:: What the task requires ::
Scan the data for "picture" and copy the lines it appears in.
____ Material for this task
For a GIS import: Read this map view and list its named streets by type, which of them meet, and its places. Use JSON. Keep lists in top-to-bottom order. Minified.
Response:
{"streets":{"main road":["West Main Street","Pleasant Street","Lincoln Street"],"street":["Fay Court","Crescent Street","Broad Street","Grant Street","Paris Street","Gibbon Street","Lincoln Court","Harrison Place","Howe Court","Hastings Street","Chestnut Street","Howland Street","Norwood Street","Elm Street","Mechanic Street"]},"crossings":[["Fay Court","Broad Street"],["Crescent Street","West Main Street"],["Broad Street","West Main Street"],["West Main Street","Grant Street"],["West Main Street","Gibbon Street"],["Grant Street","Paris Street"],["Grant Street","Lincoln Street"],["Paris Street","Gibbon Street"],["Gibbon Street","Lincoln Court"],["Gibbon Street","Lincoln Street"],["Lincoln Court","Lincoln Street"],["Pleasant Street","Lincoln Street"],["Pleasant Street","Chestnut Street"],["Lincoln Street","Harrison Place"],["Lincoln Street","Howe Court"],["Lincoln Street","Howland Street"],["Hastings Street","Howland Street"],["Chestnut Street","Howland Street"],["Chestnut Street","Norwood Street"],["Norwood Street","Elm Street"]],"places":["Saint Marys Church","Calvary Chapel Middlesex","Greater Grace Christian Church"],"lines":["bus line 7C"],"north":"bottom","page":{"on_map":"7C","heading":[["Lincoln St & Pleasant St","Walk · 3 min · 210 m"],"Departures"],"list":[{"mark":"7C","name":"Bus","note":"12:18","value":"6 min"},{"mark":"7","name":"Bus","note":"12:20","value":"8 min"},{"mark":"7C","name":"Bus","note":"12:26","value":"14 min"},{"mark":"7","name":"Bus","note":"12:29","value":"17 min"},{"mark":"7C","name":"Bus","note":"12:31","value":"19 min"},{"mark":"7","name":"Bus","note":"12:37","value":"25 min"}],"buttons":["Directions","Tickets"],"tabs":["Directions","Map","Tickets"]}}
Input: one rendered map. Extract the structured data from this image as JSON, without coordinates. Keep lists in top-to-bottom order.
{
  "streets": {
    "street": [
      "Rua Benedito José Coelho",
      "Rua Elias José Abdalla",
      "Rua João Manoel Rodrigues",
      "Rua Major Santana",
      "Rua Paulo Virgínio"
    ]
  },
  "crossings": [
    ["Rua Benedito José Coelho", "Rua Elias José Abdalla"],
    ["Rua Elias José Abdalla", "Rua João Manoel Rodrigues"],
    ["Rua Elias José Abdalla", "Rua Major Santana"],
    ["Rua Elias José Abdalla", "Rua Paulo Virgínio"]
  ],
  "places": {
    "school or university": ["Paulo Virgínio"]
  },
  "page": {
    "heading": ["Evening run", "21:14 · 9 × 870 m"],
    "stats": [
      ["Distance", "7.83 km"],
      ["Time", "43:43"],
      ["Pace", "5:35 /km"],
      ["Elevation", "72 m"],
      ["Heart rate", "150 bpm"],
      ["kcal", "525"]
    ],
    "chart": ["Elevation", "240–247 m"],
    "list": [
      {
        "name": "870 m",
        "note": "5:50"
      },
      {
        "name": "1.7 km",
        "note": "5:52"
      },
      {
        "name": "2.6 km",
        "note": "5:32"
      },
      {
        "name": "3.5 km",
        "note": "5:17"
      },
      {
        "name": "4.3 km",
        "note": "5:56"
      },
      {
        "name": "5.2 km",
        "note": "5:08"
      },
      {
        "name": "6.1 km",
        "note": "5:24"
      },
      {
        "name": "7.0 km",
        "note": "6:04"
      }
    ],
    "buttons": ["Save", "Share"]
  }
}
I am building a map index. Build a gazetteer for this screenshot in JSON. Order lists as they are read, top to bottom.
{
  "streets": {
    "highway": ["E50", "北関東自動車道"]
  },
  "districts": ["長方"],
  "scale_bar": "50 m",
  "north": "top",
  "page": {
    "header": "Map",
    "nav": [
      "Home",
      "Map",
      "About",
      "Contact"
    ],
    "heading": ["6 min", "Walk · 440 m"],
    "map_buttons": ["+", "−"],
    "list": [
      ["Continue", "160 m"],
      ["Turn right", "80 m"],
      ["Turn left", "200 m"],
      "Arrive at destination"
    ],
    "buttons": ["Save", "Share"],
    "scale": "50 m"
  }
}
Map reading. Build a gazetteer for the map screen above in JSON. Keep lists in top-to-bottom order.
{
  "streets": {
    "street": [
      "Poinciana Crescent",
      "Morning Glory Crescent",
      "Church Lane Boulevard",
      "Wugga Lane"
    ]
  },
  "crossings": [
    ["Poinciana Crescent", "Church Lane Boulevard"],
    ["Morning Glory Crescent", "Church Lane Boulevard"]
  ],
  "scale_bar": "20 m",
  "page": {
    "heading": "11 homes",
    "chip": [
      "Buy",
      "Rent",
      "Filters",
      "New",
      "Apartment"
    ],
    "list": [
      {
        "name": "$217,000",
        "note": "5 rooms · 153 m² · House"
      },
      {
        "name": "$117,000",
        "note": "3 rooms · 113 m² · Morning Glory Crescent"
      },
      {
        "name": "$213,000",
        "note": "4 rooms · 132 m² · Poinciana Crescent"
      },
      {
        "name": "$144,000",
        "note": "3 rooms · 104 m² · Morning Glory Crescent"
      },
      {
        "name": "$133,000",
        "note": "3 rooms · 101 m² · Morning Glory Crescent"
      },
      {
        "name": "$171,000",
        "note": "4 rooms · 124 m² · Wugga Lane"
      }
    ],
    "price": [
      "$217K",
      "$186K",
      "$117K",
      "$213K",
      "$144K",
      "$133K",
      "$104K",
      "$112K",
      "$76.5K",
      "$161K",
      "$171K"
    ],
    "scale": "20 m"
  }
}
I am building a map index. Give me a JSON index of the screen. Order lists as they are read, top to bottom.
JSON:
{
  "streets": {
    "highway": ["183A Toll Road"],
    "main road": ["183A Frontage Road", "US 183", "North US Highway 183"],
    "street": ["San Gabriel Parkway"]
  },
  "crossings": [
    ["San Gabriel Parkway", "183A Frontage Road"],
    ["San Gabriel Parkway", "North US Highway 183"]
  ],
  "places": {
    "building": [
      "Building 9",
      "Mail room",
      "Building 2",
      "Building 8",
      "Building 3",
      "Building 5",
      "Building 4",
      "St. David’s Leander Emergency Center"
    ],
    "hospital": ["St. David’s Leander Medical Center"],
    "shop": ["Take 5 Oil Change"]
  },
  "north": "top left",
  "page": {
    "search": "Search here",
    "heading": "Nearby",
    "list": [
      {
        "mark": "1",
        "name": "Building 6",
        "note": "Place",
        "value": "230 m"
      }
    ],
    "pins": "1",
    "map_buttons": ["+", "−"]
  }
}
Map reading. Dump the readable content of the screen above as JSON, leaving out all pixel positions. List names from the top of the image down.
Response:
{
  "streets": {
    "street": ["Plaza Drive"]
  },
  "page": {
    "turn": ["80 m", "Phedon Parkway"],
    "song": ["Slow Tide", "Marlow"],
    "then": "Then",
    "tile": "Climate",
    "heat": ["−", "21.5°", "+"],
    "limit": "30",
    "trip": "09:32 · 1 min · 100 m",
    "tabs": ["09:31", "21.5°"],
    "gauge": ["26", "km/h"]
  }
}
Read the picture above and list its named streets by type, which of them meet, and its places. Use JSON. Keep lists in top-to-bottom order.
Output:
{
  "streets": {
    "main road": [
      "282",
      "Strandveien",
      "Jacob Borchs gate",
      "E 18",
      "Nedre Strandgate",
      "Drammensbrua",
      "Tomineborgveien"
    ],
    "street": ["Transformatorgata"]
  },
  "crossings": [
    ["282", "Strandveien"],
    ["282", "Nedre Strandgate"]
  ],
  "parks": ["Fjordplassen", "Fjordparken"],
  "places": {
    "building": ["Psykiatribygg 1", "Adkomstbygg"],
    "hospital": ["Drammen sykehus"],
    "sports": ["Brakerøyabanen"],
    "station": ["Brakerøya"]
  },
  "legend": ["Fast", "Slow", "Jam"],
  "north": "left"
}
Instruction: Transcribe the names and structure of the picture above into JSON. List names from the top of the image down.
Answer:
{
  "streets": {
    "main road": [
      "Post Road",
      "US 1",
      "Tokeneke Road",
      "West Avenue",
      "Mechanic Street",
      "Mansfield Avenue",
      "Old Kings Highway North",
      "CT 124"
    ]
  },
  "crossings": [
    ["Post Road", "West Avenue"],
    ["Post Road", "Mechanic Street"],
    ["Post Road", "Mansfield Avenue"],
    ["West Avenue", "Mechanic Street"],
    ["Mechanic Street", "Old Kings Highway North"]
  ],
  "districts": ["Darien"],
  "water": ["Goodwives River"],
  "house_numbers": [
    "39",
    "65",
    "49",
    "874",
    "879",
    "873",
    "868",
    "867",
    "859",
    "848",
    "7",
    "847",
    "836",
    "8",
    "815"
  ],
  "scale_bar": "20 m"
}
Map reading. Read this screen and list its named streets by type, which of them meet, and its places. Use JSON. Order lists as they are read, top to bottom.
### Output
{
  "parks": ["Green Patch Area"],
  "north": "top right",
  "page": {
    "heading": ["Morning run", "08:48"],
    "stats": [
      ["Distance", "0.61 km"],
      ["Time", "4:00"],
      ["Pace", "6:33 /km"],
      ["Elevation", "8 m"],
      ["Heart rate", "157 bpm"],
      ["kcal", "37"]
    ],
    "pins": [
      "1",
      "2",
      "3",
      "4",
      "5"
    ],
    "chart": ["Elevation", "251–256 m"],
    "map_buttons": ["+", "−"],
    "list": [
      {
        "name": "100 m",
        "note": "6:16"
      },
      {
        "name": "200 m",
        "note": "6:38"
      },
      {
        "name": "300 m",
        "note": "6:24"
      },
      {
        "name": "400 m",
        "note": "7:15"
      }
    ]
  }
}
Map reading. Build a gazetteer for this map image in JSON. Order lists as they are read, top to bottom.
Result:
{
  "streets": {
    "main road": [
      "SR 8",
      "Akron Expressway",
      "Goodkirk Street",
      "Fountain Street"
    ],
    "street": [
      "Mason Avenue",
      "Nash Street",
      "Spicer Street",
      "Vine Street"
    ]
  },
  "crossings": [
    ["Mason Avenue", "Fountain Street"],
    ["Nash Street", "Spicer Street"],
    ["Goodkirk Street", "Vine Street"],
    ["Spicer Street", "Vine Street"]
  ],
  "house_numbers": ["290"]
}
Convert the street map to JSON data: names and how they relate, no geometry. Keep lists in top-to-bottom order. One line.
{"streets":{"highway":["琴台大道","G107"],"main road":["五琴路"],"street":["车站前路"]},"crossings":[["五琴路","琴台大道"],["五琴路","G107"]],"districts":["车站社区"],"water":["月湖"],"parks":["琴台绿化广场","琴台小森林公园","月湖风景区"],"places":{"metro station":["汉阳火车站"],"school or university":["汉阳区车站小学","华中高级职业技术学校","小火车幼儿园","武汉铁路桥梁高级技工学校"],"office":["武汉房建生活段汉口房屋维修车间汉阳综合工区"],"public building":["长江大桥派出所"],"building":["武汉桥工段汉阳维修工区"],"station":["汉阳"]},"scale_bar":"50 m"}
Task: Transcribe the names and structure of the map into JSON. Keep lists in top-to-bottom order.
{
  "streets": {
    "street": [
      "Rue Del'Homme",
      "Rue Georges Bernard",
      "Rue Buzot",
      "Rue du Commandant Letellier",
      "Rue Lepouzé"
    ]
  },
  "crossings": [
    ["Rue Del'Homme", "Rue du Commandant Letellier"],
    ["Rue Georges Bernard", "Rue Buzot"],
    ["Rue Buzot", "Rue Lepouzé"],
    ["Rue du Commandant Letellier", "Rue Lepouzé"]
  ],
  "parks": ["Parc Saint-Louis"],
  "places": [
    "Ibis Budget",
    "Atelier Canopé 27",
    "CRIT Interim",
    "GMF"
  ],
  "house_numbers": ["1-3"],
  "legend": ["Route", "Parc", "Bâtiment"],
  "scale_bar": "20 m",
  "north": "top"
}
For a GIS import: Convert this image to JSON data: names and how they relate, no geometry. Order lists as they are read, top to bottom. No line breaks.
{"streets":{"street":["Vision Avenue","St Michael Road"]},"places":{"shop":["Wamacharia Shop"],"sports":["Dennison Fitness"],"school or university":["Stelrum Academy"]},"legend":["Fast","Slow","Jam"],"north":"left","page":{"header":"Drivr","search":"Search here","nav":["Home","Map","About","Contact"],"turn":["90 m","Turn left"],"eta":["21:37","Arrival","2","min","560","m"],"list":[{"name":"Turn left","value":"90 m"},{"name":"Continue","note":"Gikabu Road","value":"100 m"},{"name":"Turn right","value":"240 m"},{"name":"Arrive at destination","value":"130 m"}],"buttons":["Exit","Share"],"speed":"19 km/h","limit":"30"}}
________
:: Expected answer ::
Read the picture above and list its named streets by type, which of them meet, and its places. Use JSON. Keep lists in top-to-bottom order.
Instruction: Transcribe the names and structure of the picture above into JSON. List names from the top of the image down.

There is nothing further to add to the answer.